Executive Vice President Taylor Valmores counting votes of the senators.The ASUCR senate convened last Wednesday November 18, 2015, to discuss a variety of topics, among them the presentation of the Student Advocacy, Governance and Engagement (SAGE) opt-out fee.

University of California Student Association (UCSA) president and fourth-year peace and conflict studies major at UC Berkeley, Kevin Sabo, and communications director, Anaïs LaVoie, flew in from Northern California to present on the SAGE opt-out fee which aims to reform the way that UCSA is currently funded.

Calculations to determine current UCSA funding by UC campuses takes the number of students on a campus and then multiplies that by at least $1.30. The resulting amount is decidedly paid out to UCSA, which is included in student government fees, in order for students who participate in UCSA to gain access to membership privileges such as meeting quarterly with UC president Janet Napolitano, receiving travel grants and conducting system-wide committee appointments. UCR students currently pay an estimated $1.50 quarterly to UCSA and are able to opt out of this fee when registering.

However, there is currently no way for students on other campuses to opt out of this mandatory fee.
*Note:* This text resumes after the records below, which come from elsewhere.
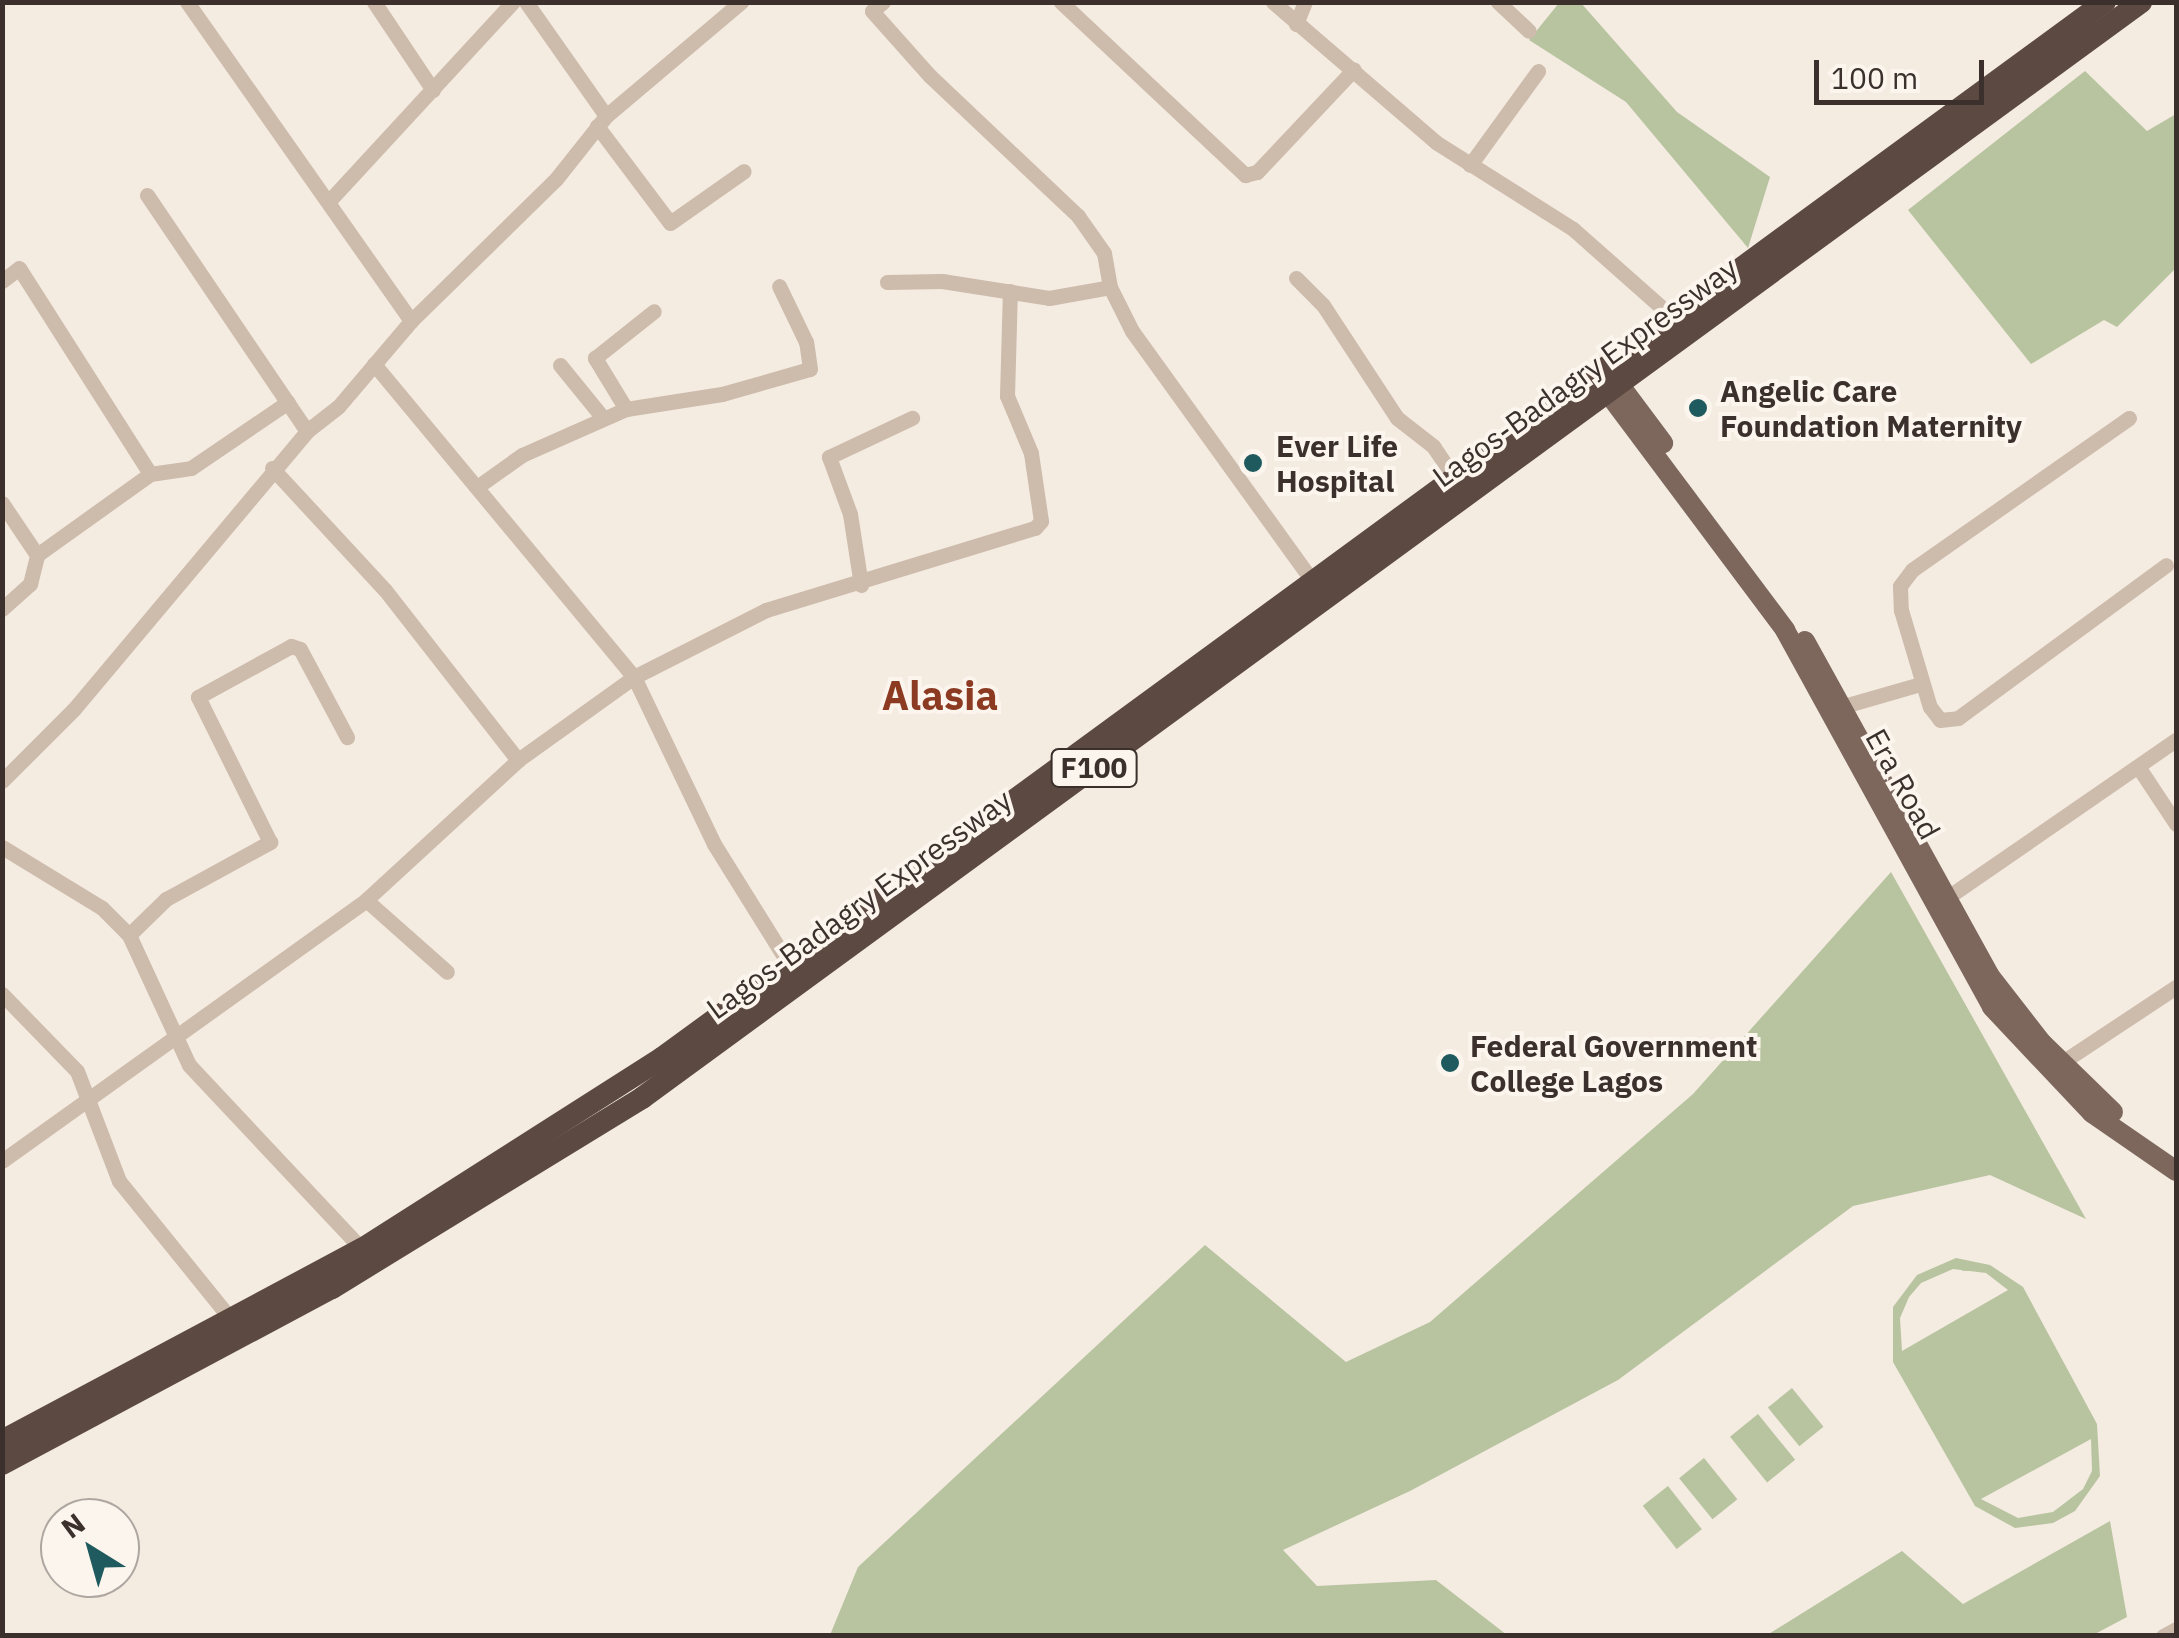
<!DOCTYPE html>
<style>
body{margin:0}
#map{position:relative;width:2179px;height:1638px;overflow:hidden;background:#f4ebe1;font-family:"IBM Plex Sans",sans-serif}
div>[style]{position:absolute}
.green>*{inset:0;background:#b8c4a0;transform-origin:0 0}
.minor>*{height:15px;margin:-7.5px;padding:0 7.5px;transform-origin:7.5px;border-radius:7.5px;background:#cdbbac}
.major>*{height:20px;margin:-10px;padding:0 10px;transform-origin:10px;border-radius:10px;background:#7d675c}
.highway>*{height:22px;margin:-11px;padding:0 11px;transform-origin:11px;border-radius:11px;background:#5c4a42}
.dots>*{width:28px;height:28px;translate:-50% -50%;box-sizing:border-box;border:5px solid #fbf5ee;border-radius:50%}
span{translate:-50% -50%;white-space:nowrap;text-align:center;line-height:1.15;-webkit-text-stroke:8px #fbf5ee;paint-order:stroke}
.shield-label span{padding:2px 8px;background:#fbf5ee;border:2px solid;border-radius:8px;-webkit-text-stroke-width:0}
.shield-label{font-size:28px;color:#3b302b;font-weight:700}
.street-label{font-size:30px;color:#3b302b}
.poi-label{font-size:30px;color:#3b302b;font-weight:700}
.left{translate:0 -50%;text-align:left}
.district-label{font-size:40px;color:#8c3b22;font-weight:700}
.frame{position:absolute;inset:0;border:5px solid #3b302b;pointer-events:none}
.north{position:absolute;left:40px;top:1498px;width:100px;height:100px;box-sizing:border-box;background:#fbf5ee;border:2px solid #aea6a0;border-radius:50%;rotate:323deg;font-size:28px;font-weight:700;line-height:40px;text-align:center;color:#3b302b}
.north::after{content:'';display:block;margin:auto;width:35px;height:45px;background:#1f5a5e;clip-path:polygon(50% 0,100% 100%,50% 72%,0 100%)}
.scale{position:absolute;left:1814px;top:60px;width:170px;height:45px;box-sizing:border-box;border:5px solid #3b302b;border-top:0;padding-left:12px;font-size:30px;line-height:35px;white-space:nowrap;color:#3b302b;-webkit-text-stroke:8px #fbf5ee;paint-order:stroke}
</style>
<div id="map">
<div class="green">
<i style="clip-path:polygon(1559px 3px,1581px 3px,1677px 112px,1770px 177px,1748px 248px,1626px 102px,1529px 40px)"></i>
<i style="clip-path:polygon(2085px 71px,2147px 131px,2176px 114px,2176px 268px,2117px 327px,2104px 320px,2031px 364px,1908px 210px)"></i>
<i style="clip-path:polygon(1891px 872px,2086px 1219px,1990px 1175px,1853px 1206px,1618px 1380px,1410px 1491px,1283px 1550px,1317px 1586px,1436px 1580px,1507px 1635px,830px 1635px,858px 1567px,1205px 1245px,1346px 1362px,1430px 1322px,1693px 1094px)"></i>
<i style="clip-path:polygon(evenodd,1956px 1258px,1990px 1265px,2023px 1287px,2097px 1424px,2100px 1476px,2075px 1511px,2053px 1523px,2015px 1528px,1975px 1506px,1893px 1362px,1893px 1307px,1917px 1275px,1956px 1258px,1953px 1269px,1986px 1273px,2008px 1290px,1902px 1351px,1900px 1318px,1909px 1297px,1921px 1283px,1953px 1269px,1956px 1258px,2091px 1439px,2092px 1471px,2083px 1489px,2053px 1512px,2018px 1518px,1981px 1499px,2091px 1439px)"></i>
<i style="left:1792px;top:1388px;width:50px;height:31px;rotate:51deg"></i>
<i style="left:1758px;top:1414px;width:59px;height:36px;rotate:51deg"></i>
<i style="left:1704px;top:1458px;width:53px;height:32px;rotate:51deg"></i>
<i style="left:1668px;top:1486px;width:55px;height:32px;rotate:52deg"></i>
<i style="clip-path:polygon(2110px 1521px,2127px 1617px,2093px 1635px,1767px 1635px,1902px 1551px,1963px 1604px)"></i>
</div>
<div class="minor">
<i style="left:187px;top:2px;width:390px;rotate:54.9deg"></i>
<i style="left:374px;top:2px;width:106px;rotate:56.2deg"></i>
<i style="left:526px;top:2px;width:139px;rotate:54.9deg"></i>
<i style="left:883px;top:2px;width:14px;rotate:141deg"></i>
<i style="left:872px;top:11px;width:87px;rotate:48.3deg"></i>
<i style="left:930px;top:76px;width:204px;rotate:43.4deg"></i>
<i style="left:1078px;top:216px;width:45px;rotate:54.9deg"></i>
<i style="left:1104px;top:253px;width:35px;rotate:80deg"></i>
<i style="left:1110px;top:287px;width:49px;rotate:63.4deg"></i>
<i style="left:1132px;top:331px;width:309px;rotate:54.2deg"></i>
<i style="left:1061px;top:2px;width:253px;rotate:43.2deg"></i>
<i style="left:1245px;top:175px;width:12px;rotate:-14deg"></i>
<i style="left:1257px;top:172px;width:141px;rotate:-46.7deg"></i>
<i style="left:1273px;top:2px;width:216px;rotate:40.7deg"></i>
<i style="left:1437px;top:143px;width:161px;rotate:32.3deg"></i>
<i style="left:1573px;top:229px;width:137px;rotate:41.5deg"></i>
<i style="left:1498px;top:2px;width:42px;rotate:43.1deg"></i>
<i style="left:1296px;top:24px;width:24px;rotate:-68deg"></i>
<i style="left:597px;top:126px;width:121px;rotate:53deg"></i>
<i style="left:670px;top:223px;width:90px;rotate:-35.1deg"></i>
<i style="left:1470px;top:165px;width:116px;rotate:-54.1deg"></i>
<i style="left:147px;top:195px;width:285px;rotate:55.9deg"></i>
<i style="left:330px;top:200px;width:270px;rotate:-47.3deg"></i>
<i style="left:1296px;top:278px;width:38px;rotate:45deg"></i>
<i style="left:1323px;top:305px;width:135px;rotate:56.8deg"></i>
<i style="left:1397px;top:418px;width:46px;rotate:37.9deg"></i>
<i style="left:1433px;top:446px;width:41px;rotate:55.9deg"></i>
<i style="left:2px;top:281px;width:21px;rotate:-37deg"></i>
<i style="left:19px;top:268px;width:244px;rotate:57.5deg"></i>
<i style="left:887px;top:282px;width:55px;rotate:-1deg"></i>
<i style="left:942px;top:281px;width:108px;rotate:9deg"></i>
<i style="left:1049px;top:298px;width:62px;rotate:-10.2deg"></i>
<i style="left:374px;top:364px;width:407px;rotate:50.3deg"></i>
<i style="left:634px;top:677px;width:185px;rotate:64.4deg"></i>
<i style="left:714px;top:844px;width:144px;rotate:58.1deg"></i>
<i style="left:560px;top:365px;width:68px;rotate:50.9deg"></i>
<i style="left:626px;top:409px;width:60px;rotate:-121.3deg"></i>
<i style="left:595px;top:358px;width:75px;rotate:-38.5deg"></i>
<i style="left:2129px;top:418px;width:265px;rotate:145deg"></i>
<i style="left:1912px;top:570px;width:20px;rotate:127deg"></i>
<i style="left:1900px;top:586px;width:24px;rotate:88deg"></i>
<i style="left:1901px;top:610px;width:101px;rotate:73.4deg"></i>
<i style="left:1930px;top:707px;width:16px;rotate:52deg"></i>
<i style="left:1940px;top:720px;width:18px;rotate:-6deg"></i>
<i style="left:1958px;top:718px;width:258px;rotate:-36.3deg"></i>
<i style="left:272px;top:468px;width:166px;rotate:47.2deg"></i>
<i style="left:385px;top:590px;width:216px;rotate:52deg"></i>
<i style="left:477px;top:487px;width:55px;rotate:-35.4deg"></i>
<i style="left:522px;top:455px;width:114px;rotate:-23.9deg"></i>
<i style="left:626px;top:409px;width:97px;rotate:-8.9deg"></i>
<i style="left:722px;top:394px;width:91px;rotate:-15.9deg"></i>
<i style="left:810px;top:369px;width:27px;rotate:-98deg"></i>
<i style="left:806px;top:342px;width:62px;rotate:-115.7deg"></i>
<i style="left:2px;top:503px;width:63px;rotate:56.1deg"></i>
<i style="left:861px;top:585px;width:72px;rotate:-98.8deg"></i>
<i style="left:850px;top:514px;width:61px;rotate:-110.2deg"></i>
<i style="left:829px;top:457px;width:92px;rotate:-25.2deg"></i>
<i style="left:2px;top:609px;width:38px;rotate:-42deg"></i>
<i style="left:30px;top:584px;width:30px;rotate:-76deg"></i>
<i style="left:37px;top:555px;width:139px;rotate:-35.6deg"></i>
<i style="left:150px;top:474px;width:41px;rotate:-8.3deg"></i>
<i style="left:191px;top:468px;width:117px;rotate:-34.2deg"></i>
<i style="left:1844px;top:706px;width:79px;rotate:-16.1deg"></i>
<i style="left:2139px;top:768px;width:67px;rotate:56.5deg"></i>
<i style="left:2px;top:781px;width:102px;rotate:-45deg"></i>
<i style="left:74px;top:709px;width:363px;rotate:-50deg"></i>
<i style="left:307px;top:431px;width:39px;rotate:-38deg"></i>
<i style="left:338px;top:407px;width:113px;rotate:-49.7deg"></i>
<i style="left:411px;top:321px;width:203px;rotate:-44.4deg"></i>
<i style="left:556px;top:179px;width:80px;rotate:-51.6deg"></i>
<i style="left:606px;top:116px;width:177px;rotate:-40.2deg"></i>
<i style="left:2px;top:847px;width:117px;rotate:31.4deg"></i>
<i style="left:102px;top:908px;width:38px;rotate:45deg"></i>
<i style="left:129px;top:935px;width:143px;rotate:65.2deg"></i>
<i style="left:189px;top:1065px;width:253px;rotate:46.8deg"></i>
<i style="left:1948px;top:897px;width:277px;rotate:-34.6deg"></i>
<i style="left:366px;top:900px;width:108px;rotate:41.6deg"></i>
<i style="left:129px;top:935px;width:52px;rotate:-44.2deg"></i>
<i style="left:166px;top:899px;width:119px;rotate:-28.7deg"></i>
<i style="left:270px;top:842px;width:162px;rotate:-116.4deg"></i>
<i style="left:198px;top:697px;width:106px;rotate:-28.7deg"></i>
<i style="left:291px;top:646px;width:9px;rotate:18deg"></i>
<i style="left:300px;top:649px;width:100px;rotate:61.9deg"></i>
<i style="left:2px;top:994px;width:107px;rotate:45.8deg"></i>
<i style="left:77px;top:1071px;width:118px;rotate:69.1deg"></i>
<i style="left:119px;top:1181px;width:181px;rotate:51deg"></i>
<i style="left:2061px;top:1063px;width:138px;rotate:-33.5deg"></i>
<i style="left:2px;top:1161px;width:448px;rotate:-35.6deg"></i>
<i style="left:366px;top:900px;width:207px;rotate:-42.6deg"></i>
<i style="left:518px;top:760px;width:143px;rotate:-35.6deg"></i>
<i style="left:634px;top:677px;width:148px;rotate:-26.9deg"></i>
<i style="left:766px;top:610px;width:281px;rotate:-17deg"></i>
<i style="left:1035px;top:528px;width:9px;rotate:-49deg"></i>
<i style="left:1041px;top:521px;width:69px;rotate:-98.4deg"></i>
<i style="left:1031px;top:453px;width:62px;rotate:-112.8deg"></i>
<i style="left:1007px;top:396px;width:105px;rotate:-88.4deg"></i>
<i style="left:2163px;top:1636px;width:15px;rotate:-28deg"></i>
</div>
<div class="major">
<i style="left:1619px;top:384px;width:74px;rotate:53.3deg"></i>
<i style="left:1608px;top:393px;width:296px;rotate:53.2deg"></i>
<i style="left:1785px;top:630px;width:430px;rotate:61.2deg"></i>
<i style="left:1992px;top:1007px;width:146px;rotate:46.7deg"></i>
<i style="left:2092px;top:1113px;width:102px;rotate:34.6deg"></i>
<i style="left:1805px;top:641px;width:381px;rotate:61.1deg"></i>
<i style="left:1989px;top:975px;width:86px;rotate:52.1deg"></i>
<i style="left:2042px;top:1043px;width:99px;rotate:44.2deg"></i>
</div>
<div class="highway">
<i style="left:2px;top:1441px;width:408px;rotate:-28.1deg"></i>
<i style="left:362px;top:1249px;width:356px;rotate:-32.5deg"></i>
<i style="left:662px;top:1058px;width:1788px;rotate:-36.2deg"></i>
<i style="left:2px;top:1464px;width:374px;rotate:-28.1deg"></i>
<i style="left:332px;top:1288px;width:364px;rotate:-31.5deg"></i>
<i style="left:642px;top:1098px;width:1857px;rotate:-36.17deg"></i>
</div>
<div class="dots">
<i style="left:1698px;top:408px;background:#1f5a5e"></i>
<i style="left:1253px;top:463px;background:#1f5a5e"></i>
<i style="left:1450px;top:1063px;background:#1f5a5e"></i>
</div>
<div class="shield-label">
<span style="left:1094px;top:768px">F100</span>
</div>
<div class="street-label">
<span style="left:1585px;top:372px;rotate:-36deg">Lagos-Badagry Expressway</span>
<span style="left:1903px;top:784px;rotate:61deg">Era Road</span>
<span style="left:859px;top:904px;rotate:-36deg">Lagos-Badagry Expressway</span>
</div>
<div class="poi-label">
<span class="left" style="left:1720px;top:408px">Angelic Care<br>Foundation Maternity</span>
<span class="left" style="left:1276px;top:463px">Ever Life<br>Hospital</span>
<span class="left" style="left:1470px;top:1063px">Federal Government<br>College Lagos</span>
</div>
<div class="district-label">
<span style="left:940px;top:695px">Alasia</span>
</div>
<div class="frame"></div>
<div class="north">N</div>
<div class="scale">100 m</div>
</div>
SAGE is proposing a voluntary opt-out fee of a tentative $4 to $6 per year while also allowing students to individually contribute, rather than through student government fees, to UCSA through a registration fee of $1.30 which would be standardized across the entire UC system. If the funding is reformed according to SAGE guidelines, the UCSA fee at UCR will be rolled back from the current $1.50 and the opt-out fee will be implemented.

Sabo spoke about his experience as a UC Berkeley student and how if he had wished to opt out of the UCSA fee he would have had to essentially withdrawal from the university. “Rather than force students to pay into an organization that they might not agree with and may not be able to hold directly accountable, we want to make sure that this fee is democratic and students can hold us accountable for the decisions we make,” asserted Sabo. “What this does is … it democratizes the fee and solves a few of the different problems.”

Sabo named UCSA fee disparities across the UC system such as UC Berkeley students paying $1.30 while UC Santa Barbara undergraduates pay $7, which then results in unequal representation as they both count as one vote at UCSA. This is among the many problems that could be corrected with SAGE.

The revenue generated from the reformation that SAGE may bring, before it is allocated to UCSA, “will go directly to financial aid for students under the UC’s return-to-aid policy, potentially generating nearly half a million dollars in aid,” according to the UCSA website. Bolstered capacity for legislative advocacy in Sacramento and DC and support for staff and improved technology, increasing the capacity of UCSA to serve students, are also considered as potential benefits from SAGE.

Currently the UCSA revenue is a little over $700,000 and is expected to reach roughly $900,000  to $1 million if the proposal is implemented. SAGE will be presented at the UC regents meeting in January of next year and details are still up for discussion and finalization. The earliest projected date for SAGE collection is fall of 2016.

Highlights:

-First-year political science major, Julia Schemmer, proposed a campaign to change campus culture and beautify the area colloquially named the “Rape Trail” which lies between Lothian and Pentland to “Legacy Path” where alumni can purchase bricks that will pave the path and build school pride.

-Vice Chancellor, Jim Sandoval, spoke to ASUCR in regards to the protest that occurred that Wednesday in solidarity with protests going on at University of Missouri, saying, “UC Riverside, specifically Chancellor Wilcox and myself, are fully committed to taking action on the demands that students began to articulate. (I understand) that we’re in the beginning stages of a dialogue.” Sandoval emphasized his commitment to creating a black student task force that would meet on a weekly basis to discuss and advise on issues pertaining to the black student community.

-Uma Ramasubramanian, senior physical planner, and Barbara Lloyd, Interim Director of Capital Programs, discussed the feedback they got from physical master plan workshops and the ideas that came from it. Watkins Hall and Spieth were marked to be razed and new buildings are to be built there instead. An on-campus bus terminal that runs up the stairs from University Ave. and parallel to Lot 19 was also floated as a strong possibility.